Imagine your son is going to college in Florida. He and two of his fraternity brothers get into an argument with three boys from another fraternity at their college bar, and the six of them end up going outside to fight. Their brawl, and the loud smack talk accompanying it, disturbs the residents on the street. Is this behavior appropriate? Of course not. Is it advisable? No way. But is it a riot? Also no. Nonetheless, HB1 would enable the state to charge them with a third-degree felony under this ostensibly “anti-riot” law.
Apart from its broad “anti-rioting” language, the bill also gives the governor’s office the power to unilaterally amend local law enforcement budgets if they include cuts to police funding.
This is not to say that actual rioting is acceptable. It isn’t. When rioters threaten people, smash in storefronts and steal property, their victims are entitled to justice. Fortunately, Florida already has plenty of tools in its legislative arsenal to prosecute the wrongdoers who commit those crimes. By signing this legislation in spite of that reality, DeSantis embraces the same outdated approach to crime as Joe Biden did in his regrettable 1994 crime bill.
Apart from its broad “anti-rioting” language, the bill also gives the governor’s office the power to unilaterally amend local law enforcement budgets if they include cuts to police funding. Even if you’re like me and you think “defund the police” is an unproductive slogan, surely you can still imagine a scenario in which a town might want to reduce its police force for logical, apolitical reasons. Maybe the area has gotten safer and the police chief realizes a disproportionate number of officers are still on patrol. This week, DeSantis decided to privilege his own opinion on police budgets over the judgment of local officials who intimately understand the situation on their streets. For someone who so often extolled the virtues of limited government while defending his choice to keep Florida open, signing this bill shows an unsettling willingness to centralize executive power.
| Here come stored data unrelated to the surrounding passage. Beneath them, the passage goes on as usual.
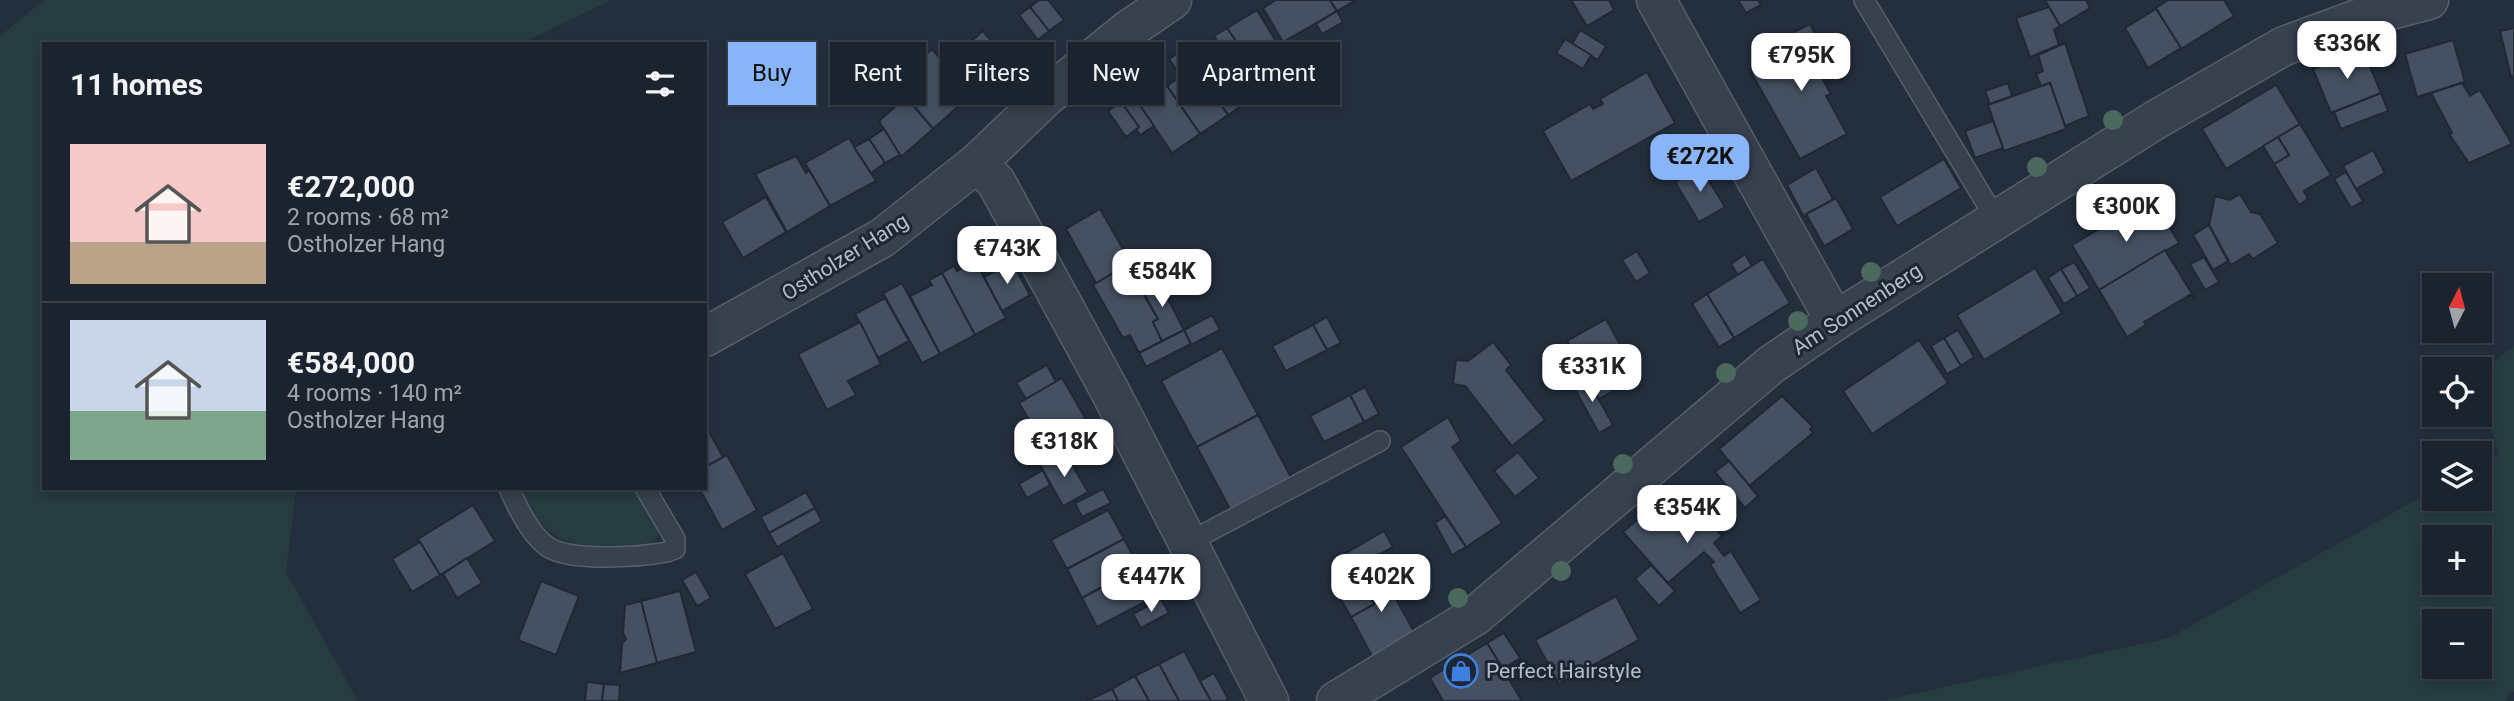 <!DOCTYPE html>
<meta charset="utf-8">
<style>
:root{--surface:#1b232e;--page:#242b36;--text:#f1f3f6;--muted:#a0a4aa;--line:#39404a;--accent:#8ab4f8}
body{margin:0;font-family:Roboto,sans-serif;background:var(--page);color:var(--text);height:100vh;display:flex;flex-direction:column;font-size:26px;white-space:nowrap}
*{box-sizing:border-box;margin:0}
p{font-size:23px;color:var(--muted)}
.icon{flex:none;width:38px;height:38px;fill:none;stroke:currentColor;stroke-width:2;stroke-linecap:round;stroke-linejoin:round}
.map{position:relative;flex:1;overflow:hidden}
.side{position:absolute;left:42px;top:42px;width:665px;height:448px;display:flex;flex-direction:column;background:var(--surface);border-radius:0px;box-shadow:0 4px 10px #0003,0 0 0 2px var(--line)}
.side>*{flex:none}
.hud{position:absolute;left:728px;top:42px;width:665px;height:63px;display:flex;gap:14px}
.needle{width:46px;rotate:6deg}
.controls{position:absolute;left:2422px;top:273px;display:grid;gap:14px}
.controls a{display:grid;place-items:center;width:70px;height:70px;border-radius:0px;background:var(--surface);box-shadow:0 4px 10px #0003,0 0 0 2px var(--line);font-size:35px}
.price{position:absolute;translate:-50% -60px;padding:0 16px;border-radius:14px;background:#fff;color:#222;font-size:23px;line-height:46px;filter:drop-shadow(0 2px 4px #0008)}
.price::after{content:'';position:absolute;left:50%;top:42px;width:21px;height:16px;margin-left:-10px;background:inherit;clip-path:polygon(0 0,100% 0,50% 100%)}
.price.current{background:var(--accent);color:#111}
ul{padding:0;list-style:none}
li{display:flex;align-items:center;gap:21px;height:175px;padding:0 28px}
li+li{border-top:2px solid var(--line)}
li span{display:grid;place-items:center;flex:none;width:196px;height:140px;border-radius:0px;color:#555}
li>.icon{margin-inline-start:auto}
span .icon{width:84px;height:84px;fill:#fffc;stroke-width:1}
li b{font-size:30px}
h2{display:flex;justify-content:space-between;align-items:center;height:84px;padding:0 28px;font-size:30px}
.pill{padding:0 24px;border-radius:0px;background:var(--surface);box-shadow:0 4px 10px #0003,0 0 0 2px var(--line);font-size:24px;line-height:63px}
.pill.current{background:var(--accent);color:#111}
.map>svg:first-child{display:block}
.green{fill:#263c3f;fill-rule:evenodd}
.building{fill:#455162;stroke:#1f2835;stroke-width:2}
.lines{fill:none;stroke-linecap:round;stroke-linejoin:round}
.lane-casing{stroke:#565f6c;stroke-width:22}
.street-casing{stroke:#565f6c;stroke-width:41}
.lane{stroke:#38414e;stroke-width:19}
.street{stroke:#38414e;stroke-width:38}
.tree{fill:#4b6a5d}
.labels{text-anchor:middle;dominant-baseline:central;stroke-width:6;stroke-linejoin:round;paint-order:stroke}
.street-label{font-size:21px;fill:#b4bcc9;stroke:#1d2633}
.poi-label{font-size:21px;fill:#b4bcc9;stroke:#1d2633;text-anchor:start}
</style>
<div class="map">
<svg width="2514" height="701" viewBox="0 0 2514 701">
<rect width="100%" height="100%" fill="#242f3e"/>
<g class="green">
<polygon points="44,0 611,0 521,44 44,44 44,488 296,488 286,572 358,701 0,701 0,36"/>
<path d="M 2514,346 L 2514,691 L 2504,701 L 1880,701 L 2169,638 L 2434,490 L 2434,499 L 2480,499 L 2480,465 L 2499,454 L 2480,396 L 2480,372 ZM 2434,537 L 2480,537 L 2480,583 L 2434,583 ZM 2434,621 L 2480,621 L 2480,667 L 2434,667 Z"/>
<path d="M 532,488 L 637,488 L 660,527 C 659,535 656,542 649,545 C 633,552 582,548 566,541 C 546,533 530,515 522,494 Z"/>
</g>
<g class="building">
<polygon points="1039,0 1048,0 1064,20 1049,31 1030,7"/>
<polygon points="1276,0 1330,0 1337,11 1283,42 1263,8"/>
<polygon points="1330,0 1356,0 1337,11"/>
<polygon points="1571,0 1609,0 1614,10 1587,26"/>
<polygon points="1738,0 1758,0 1761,5 1746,13"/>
<polygon points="2045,0 2086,0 2090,8 2060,26"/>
<polygon points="2168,0 2224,0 2234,16 2181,49 2156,8"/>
<polygon points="1030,7 1049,31 1038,40 1019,15"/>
<polygon points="2049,7 2060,26 2054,30 2059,45 2030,57 2016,18"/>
<polygon points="2156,9 2181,48 2148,68 2125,28"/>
<polygon points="1257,10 1278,45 1250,62 1227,28"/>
<polygon points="1337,11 1343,22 1322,34 1316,24"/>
<polygon points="1810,24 1831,65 1819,72 1831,94 1826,96 1847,134 1800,159 1752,74 1788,53 1780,39"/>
<polygon points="1227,28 1254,68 1241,77 1214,36"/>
<polygon points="2514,28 2514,76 2511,77 2500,31"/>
<polygon points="1580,30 1606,46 1598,60 1572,44"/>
<polygon points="983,31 1009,62 971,95 945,64"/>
<polygon points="1565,39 1591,55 1583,69 1556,53"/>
<polygon points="2453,40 2465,82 2417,97 2405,54"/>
<polygon points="2065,43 2089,116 2065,126 2050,83 2041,86 2036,74 2043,71 2038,55"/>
<polygon points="1202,47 1208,57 1221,48 1255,97 1228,115 1188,56"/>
<polygon points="932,49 971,95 933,129 906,97 921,84 908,70"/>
<polygon points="2363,49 2381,93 2331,113 2313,69"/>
<polygon points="1182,50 1228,115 1200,134 1167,86 1181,76 1169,59"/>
<polygon points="1647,72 1675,123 1571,181 1543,131 1590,104 1593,109 1603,104 1600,99"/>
<polygon points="2008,83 2012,96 1990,104 1985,91"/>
<polygon points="2050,83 2066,129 2004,151 1988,105"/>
<polygon points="2462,83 2470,96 2480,90 2512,144 2469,163 2449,134 2452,133 2431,93"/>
<polygon points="1145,85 1152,96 1167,86 1200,134 1172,153 1132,94"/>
<polygon points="2276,85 2300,124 2226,169 2202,129"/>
<polygon points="2381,93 2388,111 2341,129 2334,112"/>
<polygon points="1132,94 1154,126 1140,135 1136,129 1139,127 1121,102"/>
<polygon points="906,97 933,129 901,157 879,121"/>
<polygon points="1121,102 1139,127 1126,137 1108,111"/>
<polygon points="1993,121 2003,148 1975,158 1965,131"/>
<polygon points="2300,124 2331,175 2304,191 2308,199 2299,205 2274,164 2289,155 2278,137"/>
<polygon points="884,129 900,155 885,163 869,139"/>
<polygon points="2278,137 2289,155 2274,164 2263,146"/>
<polygon points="849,138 876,181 830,206 805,163"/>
<polygon points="869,139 885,163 871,173 854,147"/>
<polygon points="2373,150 2385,173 2356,189 2343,166"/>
<polygon points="796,156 806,173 809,170 830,206 787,232 755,174"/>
<polygon points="1944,159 1961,188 1897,226 1880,197"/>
<polygon points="1700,166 1725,207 1699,222 1675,182"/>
<polygon points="1816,168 1833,199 1804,217 1787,185"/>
<polygon points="2346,172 2363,201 2351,208 2334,179"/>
<polygon points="2240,194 2251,212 2260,214 2278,243 2253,259 2249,254 2231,265 2209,225 2215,196 2230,200"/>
<polygon points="766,197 786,232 743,258 722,222"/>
<polygon points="1836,198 1853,229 1824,246 1806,214"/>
<polygon points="2152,198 2179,243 2099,290 2072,245"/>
<polygon points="1100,209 1131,263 1096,283 1066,229"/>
<polygon points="2209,225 2228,261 2213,270 2193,235"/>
<polygon points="2165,250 2194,297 2190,295 2144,322 2146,325 2127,337 2099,290"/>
<polygon points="1637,251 1650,273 1636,282 1622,260"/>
<polygon points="1745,254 1752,266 1738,275 1731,264"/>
<polygon points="2204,257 2219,282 2205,290 2190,264"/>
<polygon points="1763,259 1790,303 1734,338 1707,294"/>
<polygon points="975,261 1006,318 975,335 942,273 954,266 957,271"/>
<polygon points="1012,262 1030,295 1002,311 984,277"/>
<polygon points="2074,262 2090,288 2077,296 2061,269"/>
<polygon points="1127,265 1158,319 1153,322 1162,341 1139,353 1130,335 1123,338 1093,285"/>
<polygon points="2035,268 2062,313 1984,360 1957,315"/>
<polygon points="2061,269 2077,296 2064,304 2048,278"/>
<polygon points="942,273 975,335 940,354 910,296 932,285 929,280"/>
<polygon points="1156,276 1184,330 1162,341 1153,322 1158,319 1139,285"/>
<polygon points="902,283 940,354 922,363 883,293"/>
<polygon points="1707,294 1734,338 1719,347 1692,304"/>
<polygon points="885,298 909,341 878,358 855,314"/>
<polygon points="1212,315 1220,330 1191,345 1184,330"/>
<polygon points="1327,317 1341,343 1327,350 1313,325"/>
<polygon points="1606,319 1638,377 1599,399 1567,341"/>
<polygon points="860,322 881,364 848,381 856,395 827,410 798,354"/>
<polygon points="1313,325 1327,350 1286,371 1272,346"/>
<polygon points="1184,330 1191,344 1146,367 1139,353"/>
<polygon points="1958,330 1974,357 1961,366 1944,338"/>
<polygon points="1944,338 1961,366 1947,374 1931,346"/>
<polygon points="1919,340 1948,383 1872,434 1843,391"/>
<polygon points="1493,342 1511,365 1506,370 1545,420 1512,446 1465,386 1453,384 1456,360 1468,361"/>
<polygon points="1222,348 1258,415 1197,447 1161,381"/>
<polygon points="1047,365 1056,382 1026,399 1016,383"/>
<polygon points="1586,376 1613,425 1599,433 1572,384"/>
<polygon points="1062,378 1090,426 1048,451 1019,403"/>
<polygon points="1365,387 1379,414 1364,422 1350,395"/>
<polygon points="1350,395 1364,422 1324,442 1310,416"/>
<polygon points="1782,396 1813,427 1810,429 1813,433 1749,486 1719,449"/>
<polygon points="1258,415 1293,481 1232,513 1197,447"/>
<polygon points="1448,417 1461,441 1452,447 1502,523 1466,547 1401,447"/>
<polygon points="705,425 723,457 705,467"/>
<polygon points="1064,451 1088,492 1063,506 1040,465"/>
<polygon points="1518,452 1539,478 1515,497 1494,471"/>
<polygon points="727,455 757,510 722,530 699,488 705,488 705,467"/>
<polygon points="1729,461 1758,496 1745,508 1715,472"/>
<polygon points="1043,470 1050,485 1027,498 1019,484"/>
<polygon points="1677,485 1722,536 1714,543 1724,556 1731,551 1761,600 1740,613 1710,564 1714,562 1704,552 1668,583 1623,532"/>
<polygon points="1103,489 1111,503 1082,517 1075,503"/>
<polygon points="806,492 815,508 769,533 761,517"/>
<polygon points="473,505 495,541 440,575 418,539"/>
<polygon points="815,508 822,521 777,547 769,533"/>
<polygon points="1108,510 1124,539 1067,569 1051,540"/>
<polygon points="1445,516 1466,547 1452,555 1435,523"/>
<polygon points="1384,531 1393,547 1355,568 1346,553"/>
<polygon points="1124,539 1139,567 1082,598 1067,569"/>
<polygon points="420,542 440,575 412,592 392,559"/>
<polygon points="783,553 813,609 775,629 745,574"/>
<polygon points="467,558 482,583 457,598 443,574"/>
<polygon points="1373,558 1416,635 1373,658 1351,617 1374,604 1355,568"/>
<polygon points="1651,565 1675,591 1659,606 1635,579"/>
<polygon points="1139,567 1154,597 1097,627 1082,598"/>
<polygon points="1355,568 1374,604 1351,617 1334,587 1342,575"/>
<polygon points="696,572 711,598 697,606 682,580"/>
<polygon points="541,581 579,596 556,655 518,640"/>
<polygon points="680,591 696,652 656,663 641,601"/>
<polygon points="1616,596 1639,640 1559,684 1535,640"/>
<polygon points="1161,599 1169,613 1141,628 1133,614"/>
<polygon points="641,601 657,663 620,673 622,644 626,639 623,633 625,605"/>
<polygon points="1504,633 1520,658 1503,669 1487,643"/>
<polygon points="1487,643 1522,701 1443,701 1430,678"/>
<polygon points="1184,651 1200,681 1211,701 1179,701 1159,664"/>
<polygon points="1159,664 1179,701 1149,701 1135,676"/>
<polygon points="1214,673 1228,699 1225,701 1211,701 1200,681"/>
<polygon points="1135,676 1149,701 1118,701 1112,689"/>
<polygon points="587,682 604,684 602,701 585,701"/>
<polygon points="604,684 620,685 619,701 602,701"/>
<polygon points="1112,689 1118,701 1087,701"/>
</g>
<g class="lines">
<defs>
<g id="lane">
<polyline points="1864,0 1997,221"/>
<path d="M 509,488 C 517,507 530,535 548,547 C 571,562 640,557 667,552 L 675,549 L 675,539 L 645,488"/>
<polyline points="1187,543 1380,441"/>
</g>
<g id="street">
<polyline points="1656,0 1835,321"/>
<polyline points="977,163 996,182 1111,393 1269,701"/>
<polyline points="705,337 882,238 977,163 1047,96 1128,30 1172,0"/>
<polyline points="1336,701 1475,616 1772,364 1835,321 2157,119 2284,46 2357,19 2429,0"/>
</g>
</defs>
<use href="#lane" class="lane-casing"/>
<use href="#street" class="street-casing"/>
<use href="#lane" class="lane"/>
<use href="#street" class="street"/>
</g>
<g class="tree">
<circle cx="2113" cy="120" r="10"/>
<circle cx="2037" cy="167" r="10"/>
<circle cx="1871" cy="272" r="10"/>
<circle cx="1798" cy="321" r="10"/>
<circle cx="1726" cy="373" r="10"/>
<circle cx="1623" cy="464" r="10"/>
<circle cx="1561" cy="571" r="10"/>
<circle cx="1458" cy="598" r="10"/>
</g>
<defs>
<symbol id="shop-ring" viewBox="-11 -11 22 22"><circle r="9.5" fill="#1d2633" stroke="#3f7fe0" stroke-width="1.5"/><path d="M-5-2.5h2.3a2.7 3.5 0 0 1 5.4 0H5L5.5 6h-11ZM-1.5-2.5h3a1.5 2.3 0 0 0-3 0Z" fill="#3f7fe0"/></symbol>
</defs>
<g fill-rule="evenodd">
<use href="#shop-ring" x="1442" y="652" width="38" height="38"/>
</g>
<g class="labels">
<g class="street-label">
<text transform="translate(845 257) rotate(-32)">Ostholzer Hang</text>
<text transform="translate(1857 309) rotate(-33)">Am Sonnenberg</text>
</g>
<g class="poi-label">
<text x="1486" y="671">Perfect Hairstyle</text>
</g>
</g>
</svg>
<div class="controls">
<a><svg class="needle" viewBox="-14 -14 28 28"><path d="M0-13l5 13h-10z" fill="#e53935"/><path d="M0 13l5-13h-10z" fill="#a0a4aa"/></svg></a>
<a><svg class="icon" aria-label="locate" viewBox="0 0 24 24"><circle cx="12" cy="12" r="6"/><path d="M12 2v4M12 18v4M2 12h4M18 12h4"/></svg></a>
<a><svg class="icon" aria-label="layers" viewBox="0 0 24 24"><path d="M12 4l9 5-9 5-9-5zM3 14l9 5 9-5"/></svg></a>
<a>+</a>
<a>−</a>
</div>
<b class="price" style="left:2347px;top:81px">€336K</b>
<b class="price" style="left:1801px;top:93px">€795K</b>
<b class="price current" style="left:1700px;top:194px">€272K</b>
<b class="price" style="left:2126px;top:244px">€300K</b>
<b class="price" style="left:1007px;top:286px">€743K</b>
<b class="price" style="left:1162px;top:309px">€584K</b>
<b class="price" style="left:1592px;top:404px">€331K</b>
<b class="price" style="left:1064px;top:479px">€318K</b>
<b class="price" style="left:1687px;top:545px">€354K</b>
<b class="price" style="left:1151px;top:614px">€447K</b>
<b class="price" style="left:1381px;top:614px">€402K</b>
<div class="hud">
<a class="pill current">Buy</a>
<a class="pill">Rent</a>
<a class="pill">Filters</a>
<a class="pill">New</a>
<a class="pill">Apartment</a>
</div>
<section class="side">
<h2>11 homes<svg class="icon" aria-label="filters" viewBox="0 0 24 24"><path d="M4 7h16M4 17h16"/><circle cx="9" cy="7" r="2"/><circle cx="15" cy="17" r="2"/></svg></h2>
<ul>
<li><span style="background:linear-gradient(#f6c9c9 70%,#b9a48a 0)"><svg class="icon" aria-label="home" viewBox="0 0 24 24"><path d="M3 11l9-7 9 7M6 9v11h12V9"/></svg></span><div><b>€272,000</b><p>2 rooms · 68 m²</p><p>Ostholzer Hang</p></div></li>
<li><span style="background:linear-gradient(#c9d6e8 65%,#7fa58c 0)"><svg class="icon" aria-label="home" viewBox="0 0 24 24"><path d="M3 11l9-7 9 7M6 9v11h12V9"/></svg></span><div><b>€584,000</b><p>4 rooms · 140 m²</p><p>Ostholzer Hang</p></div></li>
</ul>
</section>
</div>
I see how tempting it is to support any legislation that aims to confront lawlessness and property damage. Living in DC last summer, the dozens of boarded-up windows I saw during weeks of unrest made a strong impression on me. In spite of this impulse, libertarians and small-government conservatives should still find little cause for celebration of a bill that neglects Floridians’ constitutional rights and leads the state in a more interventionist direction.
I loved hearing DeSantis call his state an “oasis of freedom” at this year’s CPAC. If only he would follow through on that promise when bills on criminal justice reach his desk.